Nasalization (oral-nasal vowels) 鼻聲 (口鼻母音)

If a syllable starts with a consonant (or can start with a fictitious constant like w- or y-), a medial -n- is placed after the initial consonant. E.g: znii = money (錢), snua = mountain (山), wnual = bowl (碗), ynii = round (圓). For glottal-stop initiated syllable (no initial consonant symbol) containing no initial u or i vowel, we use the ngh- initial. E.g: nghar = pie filling (餡).
Velar-nasal vowel ng 軟顎鼻母音
Besides its consonantal role, the phonetic ng actually also serves as a vowel in many Hoklo words. This awkward vowelless-looking spelling can be made friendlier by introducing a fictitious vowel y. Hence we have yyng = yellow (黃), synk = to calculate (算), byrng = steamed rice (飯).
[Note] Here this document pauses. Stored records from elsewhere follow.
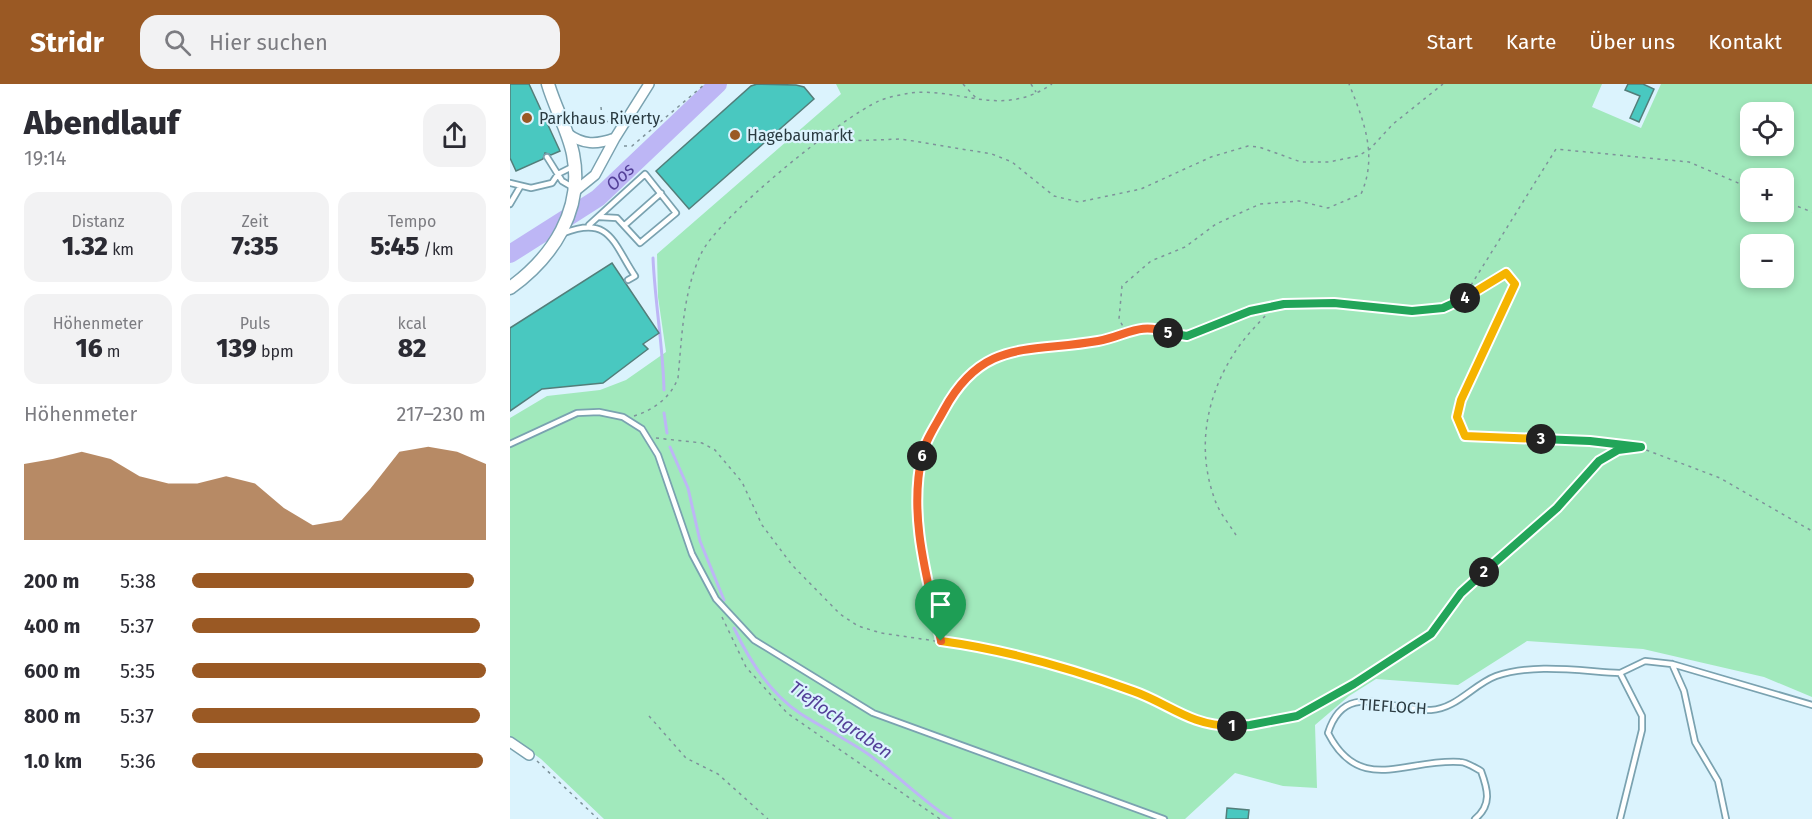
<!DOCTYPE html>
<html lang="de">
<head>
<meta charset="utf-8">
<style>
  body { margin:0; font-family:"Fira Sans",sans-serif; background:#f2f2f3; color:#2b2b33; height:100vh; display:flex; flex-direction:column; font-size:22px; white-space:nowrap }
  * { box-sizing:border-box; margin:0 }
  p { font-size:20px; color:#7c7c81 }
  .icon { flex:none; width:33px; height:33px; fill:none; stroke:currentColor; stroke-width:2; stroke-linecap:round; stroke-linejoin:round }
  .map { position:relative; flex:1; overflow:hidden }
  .side { display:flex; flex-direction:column; background:#fff; width:510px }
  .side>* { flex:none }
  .tools { position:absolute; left:1230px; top:18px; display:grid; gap:12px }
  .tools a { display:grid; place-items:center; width:54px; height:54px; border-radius:12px; background:#fff; box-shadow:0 3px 9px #0003; font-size:30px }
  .pin { position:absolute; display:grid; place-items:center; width:51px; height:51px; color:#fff; margin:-62px -26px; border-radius:50% 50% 50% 0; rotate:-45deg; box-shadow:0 0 6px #0007 }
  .pin .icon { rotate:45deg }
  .km { position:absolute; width:30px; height:30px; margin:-15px; border-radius:50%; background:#222; color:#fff; font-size:16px; line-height:30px; text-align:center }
  .round { display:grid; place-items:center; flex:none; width:63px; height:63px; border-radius:18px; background:#f2f2f3 }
  .overview { display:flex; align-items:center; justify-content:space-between; height:102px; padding:0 24px }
  h1 { font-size:33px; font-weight:800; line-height:45px }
  .figures { display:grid; grid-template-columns:repeat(3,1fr); gap:9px; height:102px; padding:6px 24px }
  .figures div { display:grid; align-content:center; border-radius:15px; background:#f2f2f3; text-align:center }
  .figures b { font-size:26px; font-weight:800 }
  .figures small { font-size:16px; font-weight:400 }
  .figures p { font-size:16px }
  .chart { height:168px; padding:12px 24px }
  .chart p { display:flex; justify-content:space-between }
  .chart svg { width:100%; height:108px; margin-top:6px; fill:#9a5924; opacity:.7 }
  ul { padding:0 24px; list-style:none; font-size:20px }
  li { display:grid; grid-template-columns:96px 72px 1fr; align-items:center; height:45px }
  li i { height:15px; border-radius:8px; background:#9a5924 }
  header { display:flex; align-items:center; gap:36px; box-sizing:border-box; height:84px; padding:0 30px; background:#9a5924; color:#fff }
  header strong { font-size:28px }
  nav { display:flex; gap:33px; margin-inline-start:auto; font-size:21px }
  .search { width:420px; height:54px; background:#f2f2f3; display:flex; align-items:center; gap:15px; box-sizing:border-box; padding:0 21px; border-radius:18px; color:#7c7c81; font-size:22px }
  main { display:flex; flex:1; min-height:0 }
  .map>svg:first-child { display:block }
</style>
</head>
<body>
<header>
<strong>Stridr</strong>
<div class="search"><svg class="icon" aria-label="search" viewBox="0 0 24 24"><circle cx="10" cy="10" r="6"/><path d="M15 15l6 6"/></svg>Hier suchen</div>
<nav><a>Start</a><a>Karte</a><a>Über uns</a><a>Kontakt</a></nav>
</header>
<main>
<section class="side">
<div class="overview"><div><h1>Abendlauf</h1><p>19:14</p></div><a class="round"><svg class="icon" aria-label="share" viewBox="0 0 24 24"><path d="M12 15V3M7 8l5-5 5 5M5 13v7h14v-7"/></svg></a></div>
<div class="figures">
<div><p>Distanz</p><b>1.32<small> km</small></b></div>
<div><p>Zeit</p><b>7:35</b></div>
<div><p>Tempo</p><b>5:45<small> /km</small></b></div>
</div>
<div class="figures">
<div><p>Höhenmeter</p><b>16<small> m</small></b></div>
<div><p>Puls</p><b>139<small> bpm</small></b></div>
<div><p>kcal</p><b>82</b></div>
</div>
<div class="chart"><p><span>Höhenmeter</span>217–230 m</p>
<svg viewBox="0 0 160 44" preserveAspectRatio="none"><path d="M0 44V13L10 11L20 8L30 11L40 18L50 21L60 21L70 18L80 21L90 31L100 38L110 36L120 23L130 8L140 6L150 8L160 13V44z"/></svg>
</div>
<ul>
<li><b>200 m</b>5:38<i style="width:96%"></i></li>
<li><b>400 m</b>5:37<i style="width:98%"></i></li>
<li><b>600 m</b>5:35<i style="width:100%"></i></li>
<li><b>800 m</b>5:37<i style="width:98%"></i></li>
<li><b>1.0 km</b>5:36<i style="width:99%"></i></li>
</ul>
</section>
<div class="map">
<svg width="1302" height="735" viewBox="0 0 1302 735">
  <rect width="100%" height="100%" fill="#dbf3fd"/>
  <path fill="#a1e9bc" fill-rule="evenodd" d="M326,0h766l-10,23 49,21 20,-44h151v613l-48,-20 -121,-28 -116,-8 -69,44 -82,-6 -27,17 -34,29 2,63 -34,-2 -48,-13 -50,46h-581l-63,-60 -31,-22v-319l37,-22 53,-6 26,-10 40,-28 -8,-55 -1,-43 184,-160zM1240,28h34v34h-34zM1240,94h34v34h-34zM1240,160h34v34h-34z"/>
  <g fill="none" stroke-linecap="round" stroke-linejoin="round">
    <path stroke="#bdb6f5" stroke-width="3" d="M143,174c2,45 10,88 11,132
      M154,329l3,20
      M160,363l18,41 12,53 24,59
      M224,544c15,32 36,66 67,86 22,14 45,25 67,40 29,20 53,46 83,65"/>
    <path stroke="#bdb6f5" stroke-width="18" id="s1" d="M0,170l88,-56 120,-114"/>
  </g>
  <path fill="#49c8c0" stroke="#537e7a" stroke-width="1.5" d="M0,0h19l31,67 -9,4 -6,-2 -2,6 -27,12 -6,-13z
    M247,0l39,1 8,2 10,12 -125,110 -33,-38 95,-85z
    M1118,0h15l11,5 -15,33 -9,-4 10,-22 -15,-6z
    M102,179l47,70 -16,11 5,5 -45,34 -61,6 -32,22v-83z
    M717,724l22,2 -1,9h-22z"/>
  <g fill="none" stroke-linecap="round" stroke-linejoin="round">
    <defs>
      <path id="lane" d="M37,73l15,24 12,7
        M0,99l21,5 21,-5 6,-9 14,-7
        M0,120l10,-17
        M116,140l35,-31
        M79,141l56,-51 31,39 -36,30 -23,-25 -18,-1
        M54,149c46,-18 49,10 71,43l-7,4
        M0,360l67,-31 22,-1 24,5 19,12 16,26 34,99 24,45 38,41 119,73 291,106
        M1162,580l12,27 11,51 23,39 8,38
        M965,735c17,-14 13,-29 6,-48 -6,-3 -14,-9 -21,-9 -53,-4 -100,34 -132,-29 17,-55 63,-21 103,-23 25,-1 43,-26 65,-34 38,-13 84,-5 124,-3
        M1110,735l22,-89v-14l-22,-43 25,-12 27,3 140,41"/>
      <path id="street" d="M57,49c16,12 29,12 48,5
        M64,108l21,-17 20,-37 34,-54
        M0,658l19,13"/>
      <path id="secondary" d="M0,204c43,-31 74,-78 63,-134 -5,-24 -18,-46 -25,-70"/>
    </defs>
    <use href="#lane" stroke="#7aa2b0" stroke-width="8"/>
    <use href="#street" stroke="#7aa2b0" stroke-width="12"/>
    <use href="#secondary" stroke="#7aa2b0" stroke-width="15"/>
    <path stroke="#7e929a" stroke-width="1.5" stroke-dasharray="3 4.5" stroke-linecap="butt" d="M453,0l14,15
      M521,0l5,8
      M91,23l1,11 10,7
      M311,58l80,-3 91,15 20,8 42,34 25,6 62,-13 70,-32 37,-11 11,1 42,15h28l29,-6 12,-7 23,-25 50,-40
      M114,62h8l73,-62
      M1274,117l28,11
      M953,214l93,-149 133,13 61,26
      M616,248l-7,-13 3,-33 29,-25 34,-14 31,-23 44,-20 39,-3 29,7 33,-14c17,-38 3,-73 -12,-110
      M124,332c20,-6 37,-19 44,-38 4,-42 5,-86 23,-124 16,-36 141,-137 178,-153 9,-4 21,-6 31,-8 50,-6 91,26 142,-9
      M146,354l46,5 13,7 27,32 20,43 30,40 48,49 18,12 23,7 130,19 125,40 54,26 38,8 22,-1 47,-9 114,-68 20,-14 30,-41 96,-85 42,-47 19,-11 16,-3
      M726,451c-7,-11 -17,-23 -21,-35 -19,-51 -9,-104 20,-148 11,-17 26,-31 39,-46
      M212,533l24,50 41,46 153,106
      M431,557l-24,-129 1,-38 5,-24 24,-46 25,-31 12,-10 21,-10 108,-15 28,-11 15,1 14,6 17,2 63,-25 34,-7 50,-1 78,8 31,-3 63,-35 9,11 -54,116 -4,17 8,19 125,5 51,7 79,30 92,53
      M139,632l37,42 32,16 50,45
      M27,677l61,58"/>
    <use href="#lane" stroke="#fff" stroke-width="4.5"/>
    <use href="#street" stroke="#fff" stroke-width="9"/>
    <use href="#secondary" stroke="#fff" stroke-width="12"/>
  </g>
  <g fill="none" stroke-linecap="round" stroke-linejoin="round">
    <defs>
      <path id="split-1" d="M431,557c66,9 129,27 192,50 35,12 57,35 99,35"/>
      <path id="split-2" d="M722,642l18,-1 47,-9 57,-32 77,-50 30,-41 23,-21"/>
      <path id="split-3" d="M974,488l73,-64 42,-47 19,-11 23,-3 -51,-6 -49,-2"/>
      <path id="split-4" d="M955,214l41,-25 9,11 -54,116 -4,17 8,19 76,3"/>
      <path id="split-5" d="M658,249l19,3 63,-25 34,-7 50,-1 78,8 31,-3 22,-10"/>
      <path id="split-6" d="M412,372c3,-16 14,-31 22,-46 39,-72 85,-57 154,-69 28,-5 42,-20 70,-8"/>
      <path id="split-7" d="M412,372c-14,61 6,125 19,185"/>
    </defs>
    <use href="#split-1" stroke="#fff" stroke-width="12"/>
    <use href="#split-2" stroke="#fff" stroke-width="12"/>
    <use href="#split-3" stroke="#fff" stroke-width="12"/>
    <use href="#split-4" stroke="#fff" stroke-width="12"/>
    <use href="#split-5" stroke="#fff" stroke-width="12"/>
    <use href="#split-6" stroke="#fff" stroke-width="12"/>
    <use href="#split-7" stroke="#fff" stroke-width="12"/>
    <use href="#split-1" stroke="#f5b400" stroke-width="8"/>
    <use href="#split-2" stroke="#22a559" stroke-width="8"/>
    <use href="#split-3" stroke="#22a559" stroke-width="8"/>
    <use href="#split-4" stroke="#f5b400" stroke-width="8"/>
    <use href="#split-5" stroke="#22a559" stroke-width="8"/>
    <use href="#split-6" stroke="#f0652b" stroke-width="8"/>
    <use href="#split-7" stroke="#f0652b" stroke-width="8"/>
  </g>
  <g fill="#9a5924" stroke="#dbf3fd" stroke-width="2">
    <circle cx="17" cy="34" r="6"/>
    <circle cx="225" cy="51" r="6"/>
  </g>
  <g text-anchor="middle" stroke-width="4.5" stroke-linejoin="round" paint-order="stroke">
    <g font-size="16" fill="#2a3a40" stroke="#dbf3fd" text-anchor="start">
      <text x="29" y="40">Parkhaus Riverty</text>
      <text x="237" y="57">Hagebaumarkt</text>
    </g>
    <g font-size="16" fill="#2a3a40" stroke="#dbf3fd">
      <text transform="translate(883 622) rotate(4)" y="6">TIEFLOCH</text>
    </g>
    <g font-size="18" font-style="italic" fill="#533f98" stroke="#dbf3fd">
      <text dy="6" stroke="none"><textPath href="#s1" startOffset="135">Oos</textPath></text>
      <text transform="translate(331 636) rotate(35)" y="6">Tieflochgraben</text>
    </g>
  </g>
</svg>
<div class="tools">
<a><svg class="icon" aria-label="locate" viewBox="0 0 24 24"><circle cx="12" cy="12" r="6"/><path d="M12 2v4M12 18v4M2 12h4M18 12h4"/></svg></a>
<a>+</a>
<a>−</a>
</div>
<div class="pin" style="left:431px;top:557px;background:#1e9e55"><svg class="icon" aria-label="arrive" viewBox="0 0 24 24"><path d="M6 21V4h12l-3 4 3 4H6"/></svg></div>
<b class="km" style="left:722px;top:642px">1</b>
<b class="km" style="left:974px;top:488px">2</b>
<b class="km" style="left:1031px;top:355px">3</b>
<b class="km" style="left:955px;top:214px">4</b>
<b class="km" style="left:658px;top:249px">5</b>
<b class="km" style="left:412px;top:372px">6</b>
</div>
</main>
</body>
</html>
Fictitious initial consonant w- y- 假輔音
 If a syllable initiates with phonetic u- or i-, a fictitious consonants w- or y- is prepended or used as replacement.
Interdialectal romanization 跨方言拼音
This feature is used sparingly, to accomodate words that are pronounced differently in different dialects/sub-dialects, or to bust homonym problems.
            qyl = language (語): unifies qil/qul
            geu = chicken (雞): unifies ge/gue/goi
            boe = to fly (飛): unifies be/bue
            gimn = now, today (今): unifies gin/gim
            fhongfuap = method (方法): interdialectal with Mandarin and Middle Chinese
Homonym buster 同音拼異字
This features is used sparingly, to resolve those most common homonym cases.
            gim = gold (金)
            gimn = now, today (今)
            gail = to change (改)
            grail = to explain, to dissolve (解)
            snuac = to disperse (散)
            snuyac = thread (線)

            gaul = dog (狗)
            gayul = nine (九)
            hong = wind (風)
            fhong = direction (方)
Hoklo is a stereotonic language and has a very unique and pristene tonal-phrase structure. Tadpolenese aims at writing out this tonal-phrase structure explicitly, and also tries to increase the readability by using interdialectal spelling and homonym buster features. Some reasons why Tadpolenese is more readable are: (1) usage of tonal letters instead of diacritics, because in a tonal language, tones actually do carry important information/correlations. For instance, in Hoklo, the Qu tone category (-c/-mp/-nt/-nk/-rc/-rmp/-rnt/-rnk) is correlated with the presence of action verbs, and the Yang-Shang tones (-r) correlated with emotional/auxiliary verbs, so larger-size tone symbols allows better visual-to-grammatical correlation, (3) presence of phrase-final mark (.) is correlated with nouns or noun-like phrases, (4) homonym busters reduce interpretation confusion, (5) interdialectal romanization helps to build in mental correlations for people already familiar with Hanyu Pinyin. Finally, because Tadpolenese uses only 26 letters, it can be typed wherever English can be typed.